Has this happened to anyone before or could any provide some hope that everything would be ok. I would be grateful for any input. 

Many thanks


----------



## twowheelsgood (Feb 21, 2013)

At the moment your Iranian background is going to be a problem..

Not a lot you can do about that.


----------



## bundesrepublik (Aug 28, 2014)

My condition is very much like yours ( in fact i was born in Iran) . Its not only because of that, its sometimes because how it was applied for the visa. They dont tell you why it was rejected, if there is something missing they just reject the application.


----------



## despaired (Dec 22, 2013)

It might also be related to your job, since you mentioned you have travelled frequently. Maybe you have been for too many days per year to the wrong countries and hence they placed the security concerns?


----------



## alia84 (May 2, 2013)

bundesrepublik said:


> My condition is very much like yours ( in fact i was born in Iran) . Its not only because of that, its sometimes because how it was applied for the visa. They dont tell you why it was rejected, if there is something missing they just reject the application.


Thats a good point, I am assuming it is because of my Iranian background, so will ask to see the application before it is resubmitted.
Not holding my breath, as I have yet to read anyone get a visa once they havebeen rejected.


----------



## alia84 (May 2, 2013)

despaired said:


> It might also be related to your job, since you mentioned you have travelled frequently.
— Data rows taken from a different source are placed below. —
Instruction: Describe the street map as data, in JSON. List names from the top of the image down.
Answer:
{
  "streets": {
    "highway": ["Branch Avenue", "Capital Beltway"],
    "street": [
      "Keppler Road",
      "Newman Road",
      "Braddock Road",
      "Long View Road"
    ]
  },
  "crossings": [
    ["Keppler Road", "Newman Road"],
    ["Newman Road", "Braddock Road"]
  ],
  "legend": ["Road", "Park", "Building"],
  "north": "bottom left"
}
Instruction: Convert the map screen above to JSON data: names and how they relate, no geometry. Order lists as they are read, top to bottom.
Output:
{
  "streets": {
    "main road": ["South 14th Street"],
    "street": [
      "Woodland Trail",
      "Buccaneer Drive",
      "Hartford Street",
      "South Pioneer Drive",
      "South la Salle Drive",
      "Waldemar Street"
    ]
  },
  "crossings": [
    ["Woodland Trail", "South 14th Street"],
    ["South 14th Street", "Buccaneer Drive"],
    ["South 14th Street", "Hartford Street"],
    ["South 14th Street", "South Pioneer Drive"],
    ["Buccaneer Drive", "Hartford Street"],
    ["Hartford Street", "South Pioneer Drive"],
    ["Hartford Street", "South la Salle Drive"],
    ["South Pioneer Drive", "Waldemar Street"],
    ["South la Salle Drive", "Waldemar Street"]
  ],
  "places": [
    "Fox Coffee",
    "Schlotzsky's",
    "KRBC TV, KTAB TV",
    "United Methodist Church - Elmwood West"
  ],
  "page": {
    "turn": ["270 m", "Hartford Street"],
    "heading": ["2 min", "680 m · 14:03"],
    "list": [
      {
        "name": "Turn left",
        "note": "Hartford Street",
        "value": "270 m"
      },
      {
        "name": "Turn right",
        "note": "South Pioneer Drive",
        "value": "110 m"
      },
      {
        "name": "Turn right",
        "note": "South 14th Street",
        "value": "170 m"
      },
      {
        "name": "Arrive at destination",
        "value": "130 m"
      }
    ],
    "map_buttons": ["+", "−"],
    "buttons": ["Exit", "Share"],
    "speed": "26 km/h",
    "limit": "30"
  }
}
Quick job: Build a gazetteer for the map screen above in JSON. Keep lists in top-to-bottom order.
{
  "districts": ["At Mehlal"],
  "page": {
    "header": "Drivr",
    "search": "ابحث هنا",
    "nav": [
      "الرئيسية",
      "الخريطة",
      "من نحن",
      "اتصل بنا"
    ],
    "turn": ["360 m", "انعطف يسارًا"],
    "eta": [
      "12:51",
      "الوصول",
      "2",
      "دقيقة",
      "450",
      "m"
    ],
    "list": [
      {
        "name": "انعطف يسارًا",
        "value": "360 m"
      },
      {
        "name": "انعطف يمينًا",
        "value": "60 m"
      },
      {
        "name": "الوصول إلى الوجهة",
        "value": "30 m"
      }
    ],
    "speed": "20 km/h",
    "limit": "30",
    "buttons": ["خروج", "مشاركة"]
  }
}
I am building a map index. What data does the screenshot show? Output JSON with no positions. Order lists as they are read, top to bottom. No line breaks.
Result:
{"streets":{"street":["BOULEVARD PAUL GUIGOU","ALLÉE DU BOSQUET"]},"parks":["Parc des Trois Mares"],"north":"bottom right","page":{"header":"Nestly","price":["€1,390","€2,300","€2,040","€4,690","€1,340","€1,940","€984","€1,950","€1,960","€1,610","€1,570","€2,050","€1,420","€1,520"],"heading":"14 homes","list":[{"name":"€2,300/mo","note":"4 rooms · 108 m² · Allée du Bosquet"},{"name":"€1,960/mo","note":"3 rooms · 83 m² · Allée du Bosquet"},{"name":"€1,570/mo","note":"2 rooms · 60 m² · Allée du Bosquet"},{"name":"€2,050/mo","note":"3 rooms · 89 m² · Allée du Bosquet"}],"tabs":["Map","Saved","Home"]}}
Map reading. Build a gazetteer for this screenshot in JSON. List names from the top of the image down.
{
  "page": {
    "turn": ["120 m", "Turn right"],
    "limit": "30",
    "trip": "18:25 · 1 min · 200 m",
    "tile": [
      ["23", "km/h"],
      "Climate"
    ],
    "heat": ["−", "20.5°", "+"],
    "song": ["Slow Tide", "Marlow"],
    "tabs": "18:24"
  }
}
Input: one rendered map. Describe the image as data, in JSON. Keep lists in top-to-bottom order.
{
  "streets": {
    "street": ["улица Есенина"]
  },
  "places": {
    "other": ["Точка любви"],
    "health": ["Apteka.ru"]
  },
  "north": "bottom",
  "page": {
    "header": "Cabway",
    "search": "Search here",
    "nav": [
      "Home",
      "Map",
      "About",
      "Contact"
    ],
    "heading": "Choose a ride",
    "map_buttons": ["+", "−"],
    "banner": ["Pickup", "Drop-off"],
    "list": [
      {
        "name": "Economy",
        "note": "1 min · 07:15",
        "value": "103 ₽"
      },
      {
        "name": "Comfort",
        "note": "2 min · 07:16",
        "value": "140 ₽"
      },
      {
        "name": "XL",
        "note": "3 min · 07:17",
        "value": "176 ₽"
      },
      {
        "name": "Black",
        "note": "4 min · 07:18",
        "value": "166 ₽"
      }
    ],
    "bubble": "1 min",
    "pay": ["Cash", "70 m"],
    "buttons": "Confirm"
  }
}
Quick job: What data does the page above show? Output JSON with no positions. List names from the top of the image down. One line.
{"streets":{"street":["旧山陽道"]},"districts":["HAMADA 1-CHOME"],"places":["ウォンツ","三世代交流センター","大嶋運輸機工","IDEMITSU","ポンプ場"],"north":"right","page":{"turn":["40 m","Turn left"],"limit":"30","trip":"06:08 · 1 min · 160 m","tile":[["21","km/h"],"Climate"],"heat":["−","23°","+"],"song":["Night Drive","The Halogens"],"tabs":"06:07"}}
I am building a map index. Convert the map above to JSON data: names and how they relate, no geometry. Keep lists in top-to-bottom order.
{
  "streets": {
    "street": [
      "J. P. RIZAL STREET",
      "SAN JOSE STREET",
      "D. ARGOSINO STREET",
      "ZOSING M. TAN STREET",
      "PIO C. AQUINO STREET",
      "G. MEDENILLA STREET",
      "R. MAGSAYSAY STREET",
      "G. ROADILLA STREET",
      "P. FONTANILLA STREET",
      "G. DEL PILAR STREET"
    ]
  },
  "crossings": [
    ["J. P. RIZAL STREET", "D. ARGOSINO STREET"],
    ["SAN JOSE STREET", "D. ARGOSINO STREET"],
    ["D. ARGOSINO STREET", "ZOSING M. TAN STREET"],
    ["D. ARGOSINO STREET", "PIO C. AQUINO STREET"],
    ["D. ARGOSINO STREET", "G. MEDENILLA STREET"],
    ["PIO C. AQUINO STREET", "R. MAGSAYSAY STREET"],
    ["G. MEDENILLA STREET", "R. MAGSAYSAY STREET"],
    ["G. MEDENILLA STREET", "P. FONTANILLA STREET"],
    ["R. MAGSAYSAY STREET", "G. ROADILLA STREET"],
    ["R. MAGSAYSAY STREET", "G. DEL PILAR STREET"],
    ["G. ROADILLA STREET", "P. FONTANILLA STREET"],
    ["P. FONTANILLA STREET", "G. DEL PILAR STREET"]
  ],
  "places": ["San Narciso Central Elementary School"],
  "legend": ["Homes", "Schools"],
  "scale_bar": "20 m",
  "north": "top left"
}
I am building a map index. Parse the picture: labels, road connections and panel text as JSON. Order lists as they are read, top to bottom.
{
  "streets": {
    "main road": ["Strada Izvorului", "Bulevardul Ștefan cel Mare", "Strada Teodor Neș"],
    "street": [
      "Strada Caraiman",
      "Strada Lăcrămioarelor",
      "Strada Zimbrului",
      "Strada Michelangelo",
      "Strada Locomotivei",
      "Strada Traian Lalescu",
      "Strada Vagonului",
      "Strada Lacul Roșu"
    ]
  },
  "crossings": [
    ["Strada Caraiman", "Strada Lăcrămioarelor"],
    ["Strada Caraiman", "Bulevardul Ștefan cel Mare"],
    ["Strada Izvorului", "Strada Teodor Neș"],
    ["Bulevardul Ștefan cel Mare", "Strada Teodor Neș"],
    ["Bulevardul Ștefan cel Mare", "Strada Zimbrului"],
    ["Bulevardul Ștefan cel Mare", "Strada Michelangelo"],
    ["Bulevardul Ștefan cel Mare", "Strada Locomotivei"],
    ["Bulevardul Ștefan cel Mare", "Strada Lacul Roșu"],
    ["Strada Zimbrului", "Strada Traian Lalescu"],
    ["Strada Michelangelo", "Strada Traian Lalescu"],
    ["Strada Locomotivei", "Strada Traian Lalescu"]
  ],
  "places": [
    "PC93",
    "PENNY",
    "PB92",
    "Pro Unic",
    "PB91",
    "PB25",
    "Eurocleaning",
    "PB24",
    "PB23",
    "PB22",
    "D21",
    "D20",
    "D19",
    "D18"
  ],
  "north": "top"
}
Maybe you have been for too many days per year to the wrong countries and hence they placed the security concerns?


I don't think this is the case as I had only submitted a copy of my passport (the picture part) so the wouldn't know which countries ive visited.


----------



## Chocoholic (Oct 29, 2012)

alia84 said:


> I don't think this is the case as I had only submitted a copy of my passport (the picture part) so the wouldn't know which countries ive visited.


If you submitted your passport details for security checking - they certainly can have your passport and travel history to see where you've been.


----------



## twowheelsgood (Feb 21, 2013)

Occams Razor - don;t try and overthink things. The simplest answer is most often the correct one.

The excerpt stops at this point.